> **Exercise description**: Please copy every line below that contains the string "strokeStyle".

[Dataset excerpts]

════════

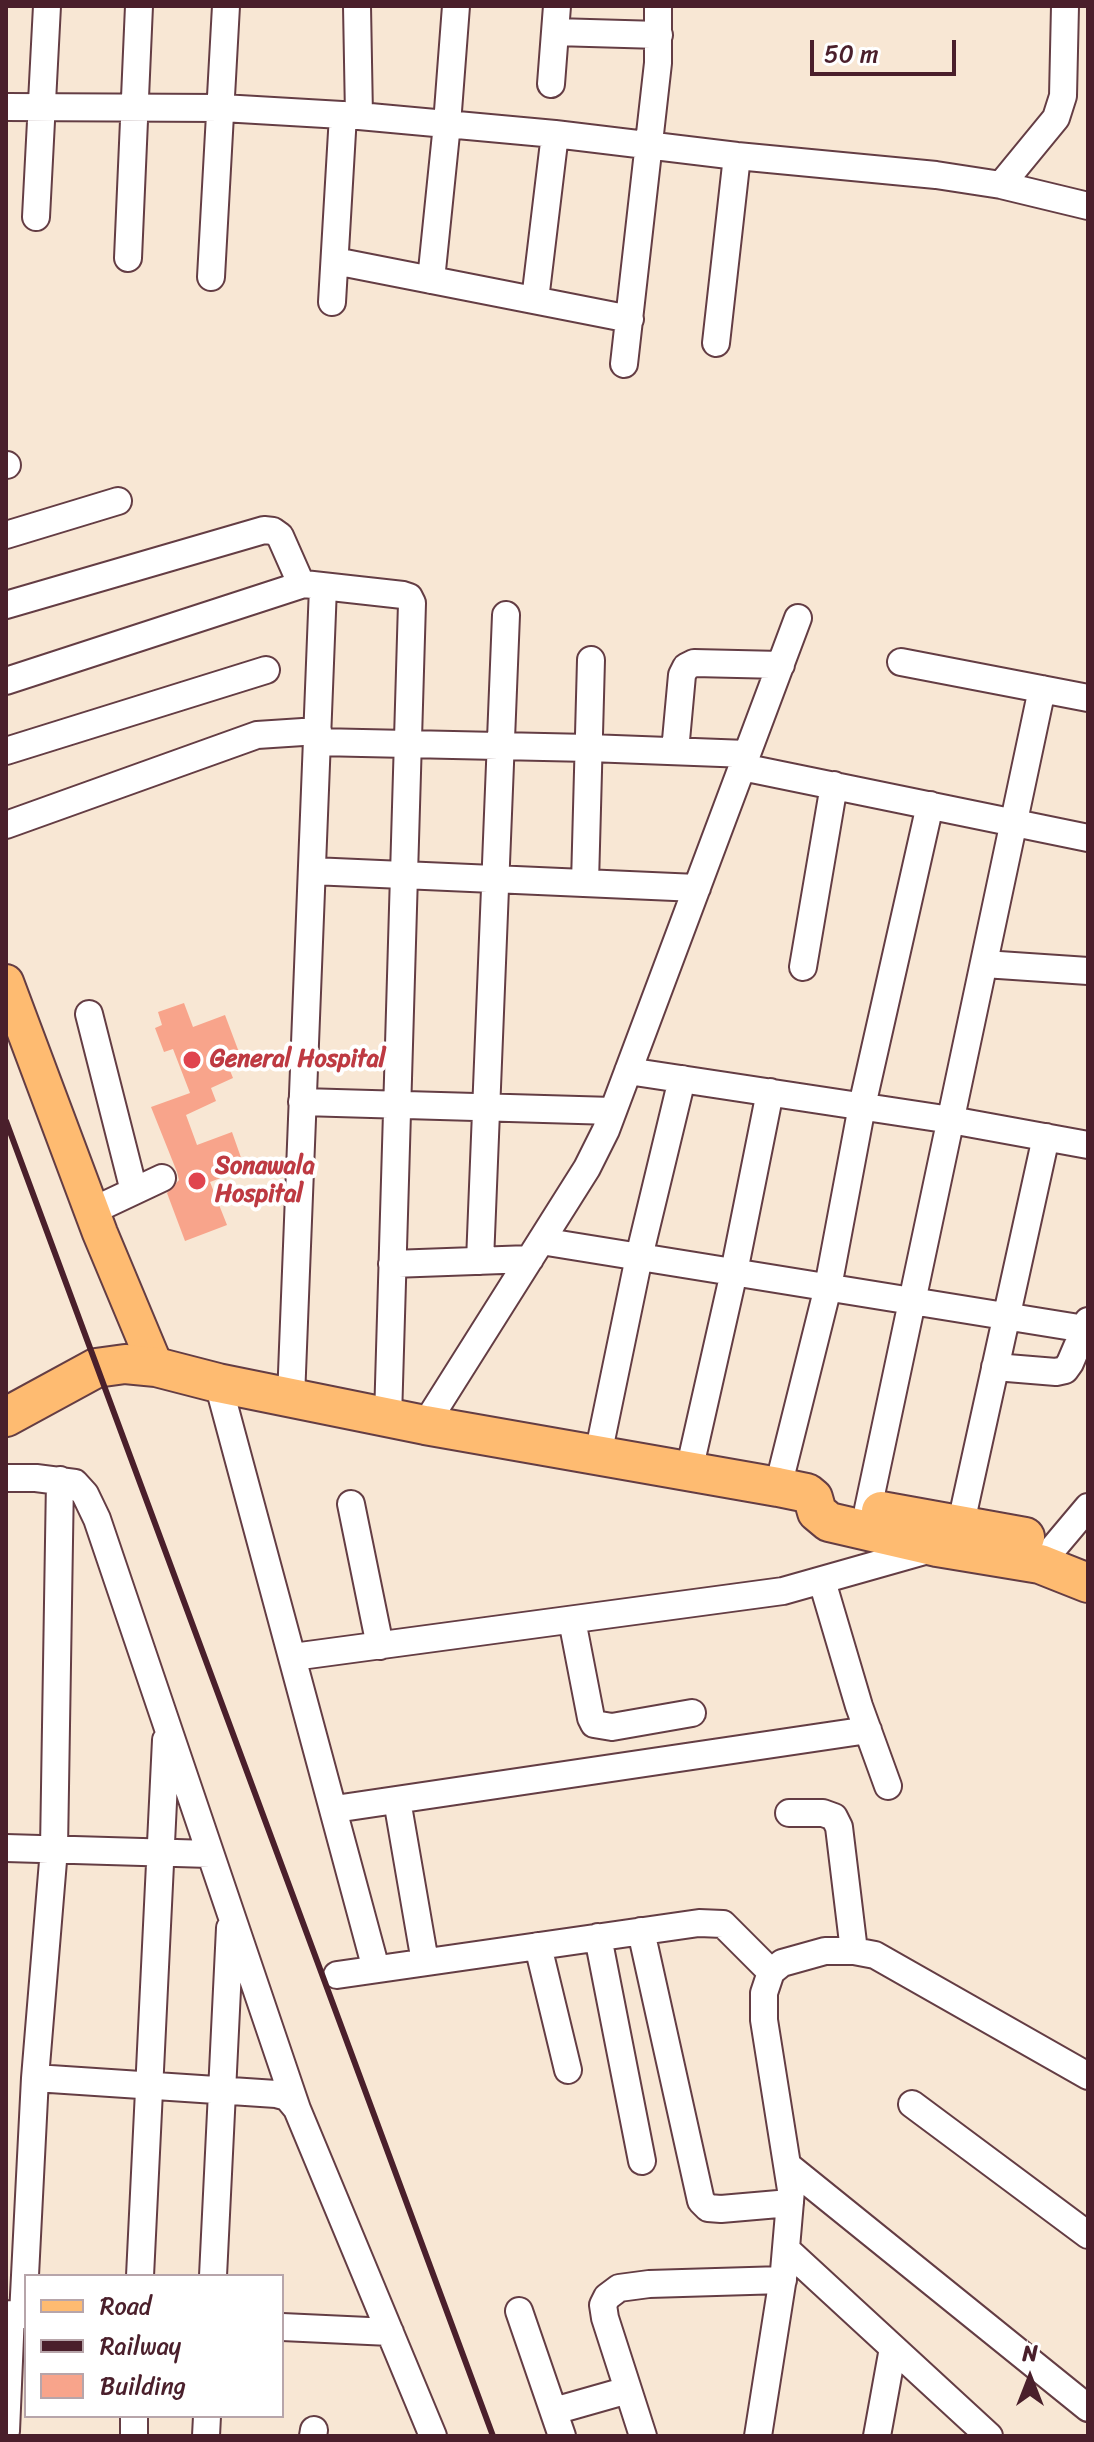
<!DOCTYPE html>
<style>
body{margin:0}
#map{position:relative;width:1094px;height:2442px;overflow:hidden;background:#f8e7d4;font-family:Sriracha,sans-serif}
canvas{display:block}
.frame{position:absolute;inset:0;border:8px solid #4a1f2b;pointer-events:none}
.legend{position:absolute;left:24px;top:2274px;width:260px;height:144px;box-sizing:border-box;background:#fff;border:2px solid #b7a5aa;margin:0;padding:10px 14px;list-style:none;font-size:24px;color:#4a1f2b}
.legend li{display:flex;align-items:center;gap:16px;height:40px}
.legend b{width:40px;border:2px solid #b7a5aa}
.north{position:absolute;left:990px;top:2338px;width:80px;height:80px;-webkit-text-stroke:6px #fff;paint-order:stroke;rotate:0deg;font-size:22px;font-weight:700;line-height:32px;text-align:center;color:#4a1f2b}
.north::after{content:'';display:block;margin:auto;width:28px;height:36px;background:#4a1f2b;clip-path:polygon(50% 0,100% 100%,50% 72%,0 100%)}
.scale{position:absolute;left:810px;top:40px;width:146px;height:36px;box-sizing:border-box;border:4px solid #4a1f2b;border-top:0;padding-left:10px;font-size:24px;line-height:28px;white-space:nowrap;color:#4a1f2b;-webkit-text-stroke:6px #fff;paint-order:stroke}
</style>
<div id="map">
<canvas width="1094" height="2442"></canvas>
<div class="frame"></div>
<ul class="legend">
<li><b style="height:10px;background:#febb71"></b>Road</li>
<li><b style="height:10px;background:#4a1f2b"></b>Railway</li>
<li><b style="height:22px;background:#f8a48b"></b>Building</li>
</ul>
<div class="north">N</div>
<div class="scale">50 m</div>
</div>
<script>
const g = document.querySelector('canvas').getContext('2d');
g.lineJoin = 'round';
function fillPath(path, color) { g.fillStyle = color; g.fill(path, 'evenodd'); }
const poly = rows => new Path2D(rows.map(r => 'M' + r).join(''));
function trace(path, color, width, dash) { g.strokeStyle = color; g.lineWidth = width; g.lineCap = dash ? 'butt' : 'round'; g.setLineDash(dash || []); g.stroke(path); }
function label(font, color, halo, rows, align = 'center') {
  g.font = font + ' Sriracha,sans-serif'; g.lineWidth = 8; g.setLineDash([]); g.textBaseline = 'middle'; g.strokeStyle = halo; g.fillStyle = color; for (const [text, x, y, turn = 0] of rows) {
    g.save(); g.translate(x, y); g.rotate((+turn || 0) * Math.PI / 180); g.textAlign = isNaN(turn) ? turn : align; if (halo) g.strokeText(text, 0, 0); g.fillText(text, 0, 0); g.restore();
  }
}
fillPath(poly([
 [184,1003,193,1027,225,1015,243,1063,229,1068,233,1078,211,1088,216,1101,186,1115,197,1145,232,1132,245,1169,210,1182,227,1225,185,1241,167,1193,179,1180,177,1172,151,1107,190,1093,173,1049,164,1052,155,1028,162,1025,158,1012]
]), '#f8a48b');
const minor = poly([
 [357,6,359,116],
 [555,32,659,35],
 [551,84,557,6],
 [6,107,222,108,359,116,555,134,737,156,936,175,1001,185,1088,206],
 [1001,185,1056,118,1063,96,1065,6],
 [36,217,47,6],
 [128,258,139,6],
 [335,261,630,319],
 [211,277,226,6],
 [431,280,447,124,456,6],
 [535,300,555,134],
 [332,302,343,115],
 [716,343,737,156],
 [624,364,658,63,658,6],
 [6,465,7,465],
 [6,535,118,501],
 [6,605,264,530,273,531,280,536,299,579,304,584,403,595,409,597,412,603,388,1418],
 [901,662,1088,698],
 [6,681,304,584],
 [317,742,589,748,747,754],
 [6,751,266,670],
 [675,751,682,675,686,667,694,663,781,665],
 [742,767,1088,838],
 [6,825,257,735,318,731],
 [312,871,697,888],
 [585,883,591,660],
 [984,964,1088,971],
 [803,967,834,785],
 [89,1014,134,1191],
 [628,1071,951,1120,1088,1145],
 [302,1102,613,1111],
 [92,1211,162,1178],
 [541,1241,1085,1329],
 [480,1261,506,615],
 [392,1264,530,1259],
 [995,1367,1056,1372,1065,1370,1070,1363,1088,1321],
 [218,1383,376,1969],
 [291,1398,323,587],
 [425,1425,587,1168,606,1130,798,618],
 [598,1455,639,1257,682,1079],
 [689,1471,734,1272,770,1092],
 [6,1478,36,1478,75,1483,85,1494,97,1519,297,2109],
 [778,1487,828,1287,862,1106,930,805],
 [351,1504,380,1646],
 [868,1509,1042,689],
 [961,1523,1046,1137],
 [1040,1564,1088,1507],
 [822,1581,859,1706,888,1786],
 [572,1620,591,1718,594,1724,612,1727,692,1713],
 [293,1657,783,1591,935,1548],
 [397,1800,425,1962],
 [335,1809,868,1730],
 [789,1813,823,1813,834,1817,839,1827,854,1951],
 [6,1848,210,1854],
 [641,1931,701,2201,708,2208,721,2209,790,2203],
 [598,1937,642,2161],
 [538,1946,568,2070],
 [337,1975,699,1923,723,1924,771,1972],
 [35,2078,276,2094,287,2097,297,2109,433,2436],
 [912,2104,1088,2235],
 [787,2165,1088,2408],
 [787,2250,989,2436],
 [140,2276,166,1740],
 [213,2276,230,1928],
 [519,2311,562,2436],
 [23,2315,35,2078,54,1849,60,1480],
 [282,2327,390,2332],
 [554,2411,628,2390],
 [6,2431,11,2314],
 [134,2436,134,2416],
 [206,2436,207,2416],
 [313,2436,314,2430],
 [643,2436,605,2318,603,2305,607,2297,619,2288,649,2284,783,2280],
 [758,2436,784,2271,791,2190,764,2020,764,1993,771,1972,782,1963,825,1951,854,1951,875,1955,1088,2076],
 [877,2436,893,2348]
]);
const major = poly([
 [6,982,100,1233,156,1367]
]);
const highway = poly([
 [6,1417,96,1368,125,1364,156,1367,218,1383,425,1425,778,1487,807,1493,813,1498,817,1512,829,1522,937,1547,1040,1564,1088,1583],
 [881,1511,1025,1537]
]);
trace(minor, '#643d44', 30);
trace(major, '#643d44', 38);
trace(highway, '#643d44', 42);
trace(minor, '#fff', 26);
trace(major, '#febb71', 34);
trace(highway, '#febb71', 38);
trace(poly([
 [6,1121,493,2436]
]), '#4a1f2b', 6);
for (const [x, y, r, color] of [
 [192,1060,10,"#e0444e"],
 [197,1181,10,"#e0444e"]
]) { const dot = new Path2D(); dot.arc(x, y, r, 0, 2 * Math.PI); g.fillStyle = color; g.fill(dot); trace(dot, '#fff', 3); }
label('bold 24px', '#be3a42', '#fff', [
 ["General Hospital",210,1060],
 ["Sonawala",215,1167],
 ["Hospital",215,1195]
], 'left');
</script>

════════

> **Answer below**:
function trace(path, color, width, dash) { g.strokeStyle = color; g.lineWidth = width; g.lineCap = dash ? 'butt' : 'round'; g.setLineDash(dash || []); g.stroke(path); }
  g.font = font + ' Sriracha,sans-serif'; g.lineWidth = 8; g.setLineDash([]); g.textBaseline = 'middle'; g.strokeStyle = halo; g.fillStyle = color; for (const [text, x, y, turn = 0] of rows) {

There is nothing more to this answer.